--- Assignment ---
The answer must be every line of the records below that holds the word "interface".
== Raw data
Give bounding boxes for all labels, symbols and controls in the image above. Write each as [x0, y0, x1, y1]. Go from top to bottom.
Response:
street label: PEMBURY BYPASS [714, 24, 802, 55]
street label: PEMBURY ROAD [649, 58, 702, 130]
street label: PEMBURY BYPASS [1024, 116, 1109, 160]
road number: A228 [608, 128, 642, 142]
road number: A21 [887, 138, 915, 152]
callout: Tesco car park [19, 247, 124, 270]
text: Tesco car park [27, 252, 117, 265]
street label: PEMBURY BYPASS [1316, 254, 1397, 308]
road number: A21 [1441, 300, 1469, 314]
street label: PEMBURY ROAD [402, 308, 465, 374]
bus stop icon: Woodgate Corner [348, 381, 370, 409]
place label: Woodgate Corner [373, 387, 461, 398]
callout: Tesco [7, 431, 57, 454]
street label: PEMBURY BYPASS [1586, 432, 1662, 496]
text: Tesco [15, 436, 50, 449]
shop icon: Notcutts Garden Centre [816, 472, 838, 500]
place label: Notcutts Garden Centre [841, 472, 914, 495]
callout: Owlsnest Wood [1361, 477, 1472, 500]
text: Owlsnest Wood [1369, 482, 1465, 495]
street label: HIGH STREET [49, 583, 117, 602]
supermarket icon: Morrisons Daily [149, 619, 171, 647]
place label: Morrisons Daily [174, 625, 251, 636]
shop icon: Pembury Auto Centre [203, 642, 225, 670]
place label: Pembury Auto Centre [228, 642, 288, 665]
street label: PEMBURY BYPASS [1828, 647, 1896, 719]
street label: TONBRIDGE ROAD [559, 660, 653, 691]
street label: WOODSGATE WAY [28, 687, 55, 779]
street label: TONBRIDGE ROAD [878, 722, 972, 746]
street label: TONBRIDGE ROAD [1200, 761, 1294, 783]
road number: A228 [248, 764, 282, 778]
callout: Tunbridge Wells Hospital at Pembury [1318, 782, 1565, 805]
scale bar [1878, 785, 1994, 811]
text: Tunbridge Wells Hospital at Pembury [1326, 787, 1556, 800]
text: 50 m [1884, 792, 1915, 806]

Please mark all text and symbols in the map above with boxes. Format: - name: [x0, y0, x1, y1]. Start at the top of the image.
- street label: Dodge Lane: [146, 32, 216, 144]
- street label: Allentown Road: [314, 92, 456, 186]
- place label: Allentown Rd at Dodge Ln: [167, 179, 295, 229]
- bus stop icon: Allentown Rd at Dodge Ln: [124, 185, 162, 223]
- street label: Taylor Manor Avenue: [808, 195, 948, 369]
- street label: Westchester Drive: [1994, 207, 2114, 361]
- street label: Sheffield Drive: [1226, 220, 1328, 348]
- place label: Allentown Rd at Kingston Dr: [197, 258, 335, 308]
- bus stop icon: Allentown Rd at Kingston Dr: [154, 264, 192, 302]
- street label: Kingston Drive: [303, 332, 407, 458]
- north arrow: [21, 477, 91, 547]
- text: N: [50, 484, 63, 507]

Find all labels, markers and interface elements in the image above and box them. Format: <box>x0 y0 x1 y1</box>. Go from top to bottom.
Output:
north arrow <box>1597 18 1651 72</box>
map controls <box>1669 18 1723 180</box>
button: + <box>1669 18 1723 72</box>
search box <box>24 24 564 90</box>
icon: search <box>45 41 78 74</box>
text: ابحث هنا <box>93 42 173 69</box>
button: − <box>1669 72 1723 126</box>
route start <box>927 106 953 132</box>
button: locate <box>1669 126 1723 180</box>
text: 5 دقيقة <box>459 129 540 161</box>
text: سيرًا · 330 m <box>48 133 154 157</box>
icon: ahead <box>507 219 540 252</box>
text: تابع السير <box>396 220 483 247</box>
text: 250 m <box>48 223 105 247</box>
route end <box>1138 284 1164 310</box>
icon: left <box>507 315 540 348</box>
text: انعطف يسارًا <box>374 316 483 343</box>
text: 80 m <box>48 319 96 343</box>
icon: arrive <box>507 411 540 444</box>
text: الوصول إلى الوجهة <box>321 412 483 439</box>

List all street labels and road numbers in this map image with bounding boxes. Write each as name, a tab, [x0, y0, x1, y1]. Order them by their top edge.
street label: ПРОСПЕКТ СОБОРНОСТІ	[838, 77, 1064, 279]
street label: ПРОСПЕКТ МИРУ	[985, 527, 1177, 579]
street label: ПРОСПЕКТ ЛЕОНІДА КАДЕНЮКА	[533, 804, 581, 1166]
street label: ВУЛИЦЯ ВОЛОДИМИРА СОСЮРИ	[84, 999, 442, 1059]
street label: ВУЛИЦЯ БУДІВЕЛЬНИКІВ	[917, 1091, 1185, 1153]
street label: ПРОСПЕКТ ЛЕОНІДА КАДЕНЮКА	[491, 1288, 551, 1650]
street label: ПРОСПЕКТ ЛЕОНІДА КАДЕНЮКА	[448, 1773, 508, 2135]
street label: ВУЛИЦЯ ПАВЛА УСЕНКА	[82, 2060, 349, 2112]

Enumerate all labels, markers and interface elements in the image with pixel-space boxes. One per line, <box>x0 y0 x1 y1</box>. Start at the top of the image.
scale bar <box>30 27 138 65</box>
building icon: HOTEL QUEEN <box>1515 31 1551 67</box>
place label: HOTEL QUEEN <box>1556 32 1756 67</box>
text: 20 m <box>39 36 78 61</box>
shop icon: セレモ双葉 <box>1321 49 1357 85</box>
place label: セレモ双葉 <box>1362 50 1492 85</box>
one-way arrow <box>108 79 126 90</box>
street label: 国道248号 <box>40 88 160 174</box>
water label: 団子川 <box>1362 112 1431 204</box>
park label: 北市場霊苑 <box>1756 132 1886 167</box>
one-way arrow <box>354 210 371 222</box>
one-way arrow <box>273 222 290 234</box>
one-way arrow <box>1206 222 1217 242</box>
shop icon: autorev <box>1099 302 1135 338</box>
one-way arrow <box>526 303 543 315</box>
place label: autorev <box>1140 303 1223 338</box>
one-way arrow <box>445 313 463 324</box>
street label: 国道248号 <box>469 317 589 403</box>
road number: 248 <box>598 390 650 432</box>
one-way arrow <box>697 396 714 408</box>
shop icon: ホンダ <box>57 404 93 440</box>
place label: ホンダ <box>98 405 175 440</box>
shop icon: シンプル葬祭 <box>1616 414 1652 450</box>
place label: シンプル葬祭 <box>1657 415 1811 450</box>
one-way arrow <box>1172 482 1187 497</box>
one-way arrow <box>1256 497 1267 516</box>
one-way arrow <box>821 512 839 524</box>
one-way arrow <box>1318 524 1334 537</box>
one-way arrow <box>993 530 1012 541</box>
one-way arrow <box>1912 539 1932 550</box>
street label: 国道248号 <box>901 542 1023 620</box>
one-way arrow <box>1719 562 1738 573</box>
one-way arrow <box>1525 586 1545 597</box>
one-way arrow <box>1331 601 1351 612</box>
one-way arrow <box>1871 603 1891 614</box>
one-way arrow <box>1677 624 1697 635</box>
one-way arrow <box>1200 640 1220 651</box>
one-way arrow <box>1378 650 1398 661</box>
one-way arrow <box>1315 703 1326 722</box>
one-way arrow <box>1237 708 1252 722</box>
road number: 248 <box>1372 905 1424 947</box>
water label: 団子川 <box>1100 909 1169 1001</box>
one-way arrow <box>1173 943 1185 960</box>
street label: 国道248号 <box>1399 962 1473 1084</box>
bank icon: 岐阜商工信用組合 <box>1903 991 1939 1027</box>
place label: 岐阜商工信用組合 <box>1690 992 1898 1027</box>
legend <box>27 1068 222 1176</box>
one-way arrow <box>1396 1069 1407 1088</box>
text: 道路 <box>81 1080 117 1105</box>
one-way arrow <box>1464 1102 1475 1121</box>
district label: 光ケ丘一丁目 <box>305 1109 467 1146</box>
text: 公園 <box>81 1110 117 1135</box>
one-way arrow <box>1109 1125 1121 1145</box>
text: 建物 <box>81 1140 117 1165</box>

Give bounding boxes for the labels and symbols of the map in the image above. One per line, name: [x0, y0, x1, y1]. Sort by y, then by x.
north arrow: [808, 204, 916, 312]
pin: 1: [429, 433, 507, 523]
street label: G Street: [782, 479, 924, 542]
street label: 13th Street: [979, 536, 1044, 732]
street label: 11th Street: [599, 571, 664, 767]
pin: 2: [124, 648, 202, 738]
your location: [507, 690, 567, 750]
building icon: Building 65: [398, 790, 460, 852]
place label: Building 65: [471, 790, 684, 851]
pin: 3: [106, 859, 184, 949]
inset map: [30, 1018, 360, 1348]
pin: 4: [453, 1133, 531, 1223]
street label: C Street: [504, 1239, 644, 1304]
====
--- Solution to the problem ---
Find all labels, markers and interface elements in the image above and box them. Format: <box>x0 y0 x1 y1</box>. Go from top to bottom.
Enumerate all labels, markers and interface elements in the image with pixel-space boxes. One per line, <box>x0 y0 x1 y1</box>. Start at the top of the image.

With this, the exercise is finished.